Simulate and display voltage clamp stimulus to soma

ex2.1_vclamp.py

This model introduces the voltage clamp stimulus on a passive compartment. As before, we add a few lines to define the stimulus and plot. This script displays both the membrane potential, and the holding current of the voltage clamp circuit as it charges and discharges the passive compartment model.

import moose
import rdesigneur as rd
rdes = rd.rdesigneur(
    stimList = [['soma', '1', '.', 'vclamp', '-0.065 + (t>0.1 && t<0.2) * 0.02' ]],
    plotList = [
        ['soma', '1', '.', 'Vm', 'Soma membrane potential'],
        ['soma', '1', 'vclamp', 'current', 'Soma holding current'],
    ]
)
rdes.buildModel()
moose.reinit()
moose.start( 0.3 )
rdes.display()

Here the stimList line tells the system to deliver a voltage clamp (vclamp) on the soma, starting at -65 mV and jumping up by 20 mV between 0.1 and 0.2 seconds. The plotList now includes two entries, and will generate two plots. The first is for plotting the soma membrane potential, just to be sure that the voltage clamp is doing its job.

Plot for membrane potential in voltage clamp

The second graph plots the holding current.

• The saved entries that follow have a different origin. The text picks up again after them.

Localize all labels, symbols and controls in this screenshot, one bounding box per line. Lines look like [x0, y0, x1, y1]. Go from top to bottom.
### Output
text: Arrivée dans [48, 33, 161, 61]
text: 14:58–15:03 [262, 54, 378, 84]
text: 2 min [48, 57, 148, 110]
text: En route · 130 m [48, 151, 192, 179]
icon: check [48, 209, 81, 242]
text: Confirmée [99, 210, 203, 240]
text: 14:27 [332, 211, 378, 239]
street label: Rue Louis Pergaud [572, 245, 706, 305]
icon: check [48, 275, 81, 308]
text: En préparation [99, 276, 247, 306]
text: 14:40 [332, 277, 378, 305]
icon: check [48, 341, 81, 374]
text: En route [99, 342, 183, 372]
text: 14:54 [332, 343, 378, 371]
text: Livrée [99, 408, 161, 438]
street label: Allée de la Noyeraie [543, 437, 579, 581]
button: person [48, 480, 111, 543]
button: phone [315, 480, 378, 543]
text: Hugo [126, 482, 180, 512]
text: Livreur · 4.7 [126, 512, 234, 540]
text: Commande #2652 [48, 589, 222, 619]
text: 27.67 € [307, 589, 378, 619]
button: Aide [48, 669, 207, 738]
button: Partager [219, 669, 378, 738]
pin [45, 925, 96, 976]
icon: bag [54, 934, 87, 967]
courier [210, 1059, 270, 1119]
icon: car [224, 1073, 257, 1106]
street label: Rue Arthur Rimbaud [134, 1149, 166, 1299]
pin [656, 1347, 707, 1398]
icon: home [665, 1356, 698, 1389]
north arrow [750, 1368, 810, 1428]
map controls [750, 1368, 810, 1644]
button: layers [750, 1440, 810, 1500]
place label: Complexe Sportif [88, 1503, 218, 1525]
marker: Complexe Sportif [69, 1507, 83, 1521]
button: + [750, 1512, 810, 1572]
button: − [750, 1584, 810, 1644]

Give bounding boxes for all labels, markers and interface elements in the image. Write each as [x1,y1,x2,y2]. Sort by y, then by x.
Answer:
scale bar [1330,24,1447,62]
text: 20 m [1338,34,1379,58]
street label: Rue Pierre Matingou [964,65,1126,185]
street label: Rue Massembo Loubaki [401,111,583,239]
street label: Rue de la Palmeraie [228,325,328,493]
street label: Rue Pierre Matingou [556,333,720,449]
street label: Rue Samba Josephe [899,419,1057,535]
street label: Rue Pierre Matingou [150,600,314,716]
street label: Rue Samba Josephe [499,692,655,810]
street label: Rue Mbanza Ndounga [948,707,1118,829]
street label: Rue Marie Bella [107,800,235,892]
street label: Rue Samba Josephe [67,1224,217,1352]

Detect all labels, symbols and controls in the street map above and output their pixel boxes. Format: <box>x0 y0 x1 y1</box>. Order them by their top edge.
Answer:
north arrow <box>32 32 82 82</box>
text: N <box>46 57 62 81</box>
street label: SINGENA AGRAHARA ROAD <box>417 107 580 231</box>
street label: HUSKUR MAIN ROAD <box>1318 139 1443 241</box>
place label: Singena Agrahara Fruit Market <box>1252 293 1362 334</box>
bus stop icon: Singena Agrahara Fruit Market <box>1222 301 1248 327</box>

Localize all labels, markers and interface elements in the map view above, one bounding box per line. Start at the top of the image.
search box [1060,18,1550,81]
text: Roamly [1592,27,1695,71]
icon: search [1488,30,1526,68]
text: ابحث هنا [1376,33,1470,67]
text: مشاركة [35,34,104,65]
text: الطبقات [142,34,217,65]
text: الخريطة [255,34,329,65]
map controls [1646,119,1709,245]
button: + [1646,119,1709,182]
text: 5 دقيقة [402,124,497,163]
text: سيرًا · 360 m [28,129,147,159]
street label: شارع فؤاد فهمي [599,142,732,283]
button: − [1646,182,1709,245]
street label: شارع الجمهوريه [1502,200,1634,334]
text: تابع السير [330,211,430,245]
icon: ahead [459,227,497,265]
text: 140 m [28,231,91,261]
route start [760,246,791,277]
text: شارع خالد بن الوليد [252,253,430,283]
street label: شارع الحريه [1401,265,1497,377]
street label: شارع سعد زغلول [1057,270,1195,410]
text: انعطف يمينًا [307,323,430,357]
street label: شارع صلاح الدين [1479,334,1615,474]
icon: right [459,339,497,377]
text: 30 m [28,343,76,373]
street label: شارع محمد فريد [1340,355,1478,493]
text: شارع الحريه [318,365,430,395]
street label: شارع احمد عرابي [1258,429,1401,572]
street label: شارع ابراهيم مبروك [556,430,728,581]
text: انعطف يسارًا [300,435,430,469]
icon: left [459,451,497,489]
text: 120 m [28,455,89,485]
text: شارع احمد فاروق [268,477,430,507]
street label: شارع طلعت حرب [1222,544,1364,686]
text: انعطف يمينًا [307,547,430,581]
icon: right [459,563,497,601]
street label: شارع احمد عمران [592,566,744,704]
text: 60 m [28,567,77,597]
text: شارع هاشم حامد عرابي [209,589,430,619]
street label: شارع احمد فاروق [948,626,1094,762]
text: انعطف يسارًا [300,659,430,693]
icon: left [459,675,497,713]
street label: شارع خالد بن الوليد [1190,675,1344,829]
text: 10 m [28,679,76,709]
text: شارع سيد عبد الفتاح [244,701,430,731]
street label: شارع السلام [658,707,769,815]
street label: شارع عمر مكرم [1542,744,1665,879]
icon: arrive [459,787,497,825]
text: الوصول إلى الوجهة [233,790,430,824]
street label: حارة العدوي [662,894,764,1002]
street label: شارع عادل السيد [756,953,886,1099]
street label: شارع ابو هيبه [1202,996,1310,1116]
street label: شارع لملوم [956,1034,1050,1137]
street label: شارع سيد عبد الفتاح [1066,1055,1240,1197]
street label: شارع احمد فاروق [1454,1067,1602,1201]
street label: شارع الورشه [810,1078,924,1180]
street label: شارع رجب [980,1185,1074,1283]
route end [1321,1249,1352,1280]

Note the capacitive transients.

Plot for holding current for voltage clamp

HH Squid model in a single compartment

ex3.0_squid_currentPulse.py

Here we put the Hodgkin-Huxley squid model channels into a passive compartment. The HH channels are predefined as prototype channels for Rdesigneur,

import moose
import pylab
import rdesigneur as rd
rdes = rd.rdesigneur(
    chanProto = [['make_HH_Na()', 'Na'], ['make_HH_K()', 'K']],
    chanDistrib = [
        ['Na', 'soma', 'Gbar', '1200' ],
        ['K', 'soma', 'Gbar', '360' ]],
    stimList = [['soma', '1', '.', 'inject', '(t>0.1 && t<0.2) * 1e-8' ]],
    plotList = [['soma', '1', '.', 'Vm', 'Membrane potential']]
)

rdes.buildModel()
moose.reinit()
moose.start( 0.3 )
rdes.display()

Here we introduce two new model specification lines:

• chanProto: This specifies which ion channels will be used in the model. Each entry here has two fields: the source of the channel definition, and (optionally) the name of the channel. In this example we specify two channels, an Na and a K channel using the original Hodgkin-Huxley parameters. As the source of the channel definition we use the name of the Python function that builds the channel. The make_HH_Na() and make_HH_K() functions are predefined but we can also specify our own functions for making prototypes. We could also have specified the channel prototype using the name of a channel definition file in ChannelML (a subset of NeuroML) format.

• chanDistrib: This specifies where the channels should be placed over the geometry of the cell. Each entry in the chanDistrib list specifies the distribution of parameters for one channel using four entries:

  [object_name, region_in_cell, parameter, expression_string]

  In this case the job is almost trivial, since we just have a single compartment named soma. So the line

  ['Na', 'soma', 'Gbar', '1200' ]

  means Put the Na channel in the soma, and set its maximal conductance density (Gbar) to 1200 Siemens/m^2.

As before we apply a somatic current pulse. Since we now have HH channels in the model, this generates action potentials.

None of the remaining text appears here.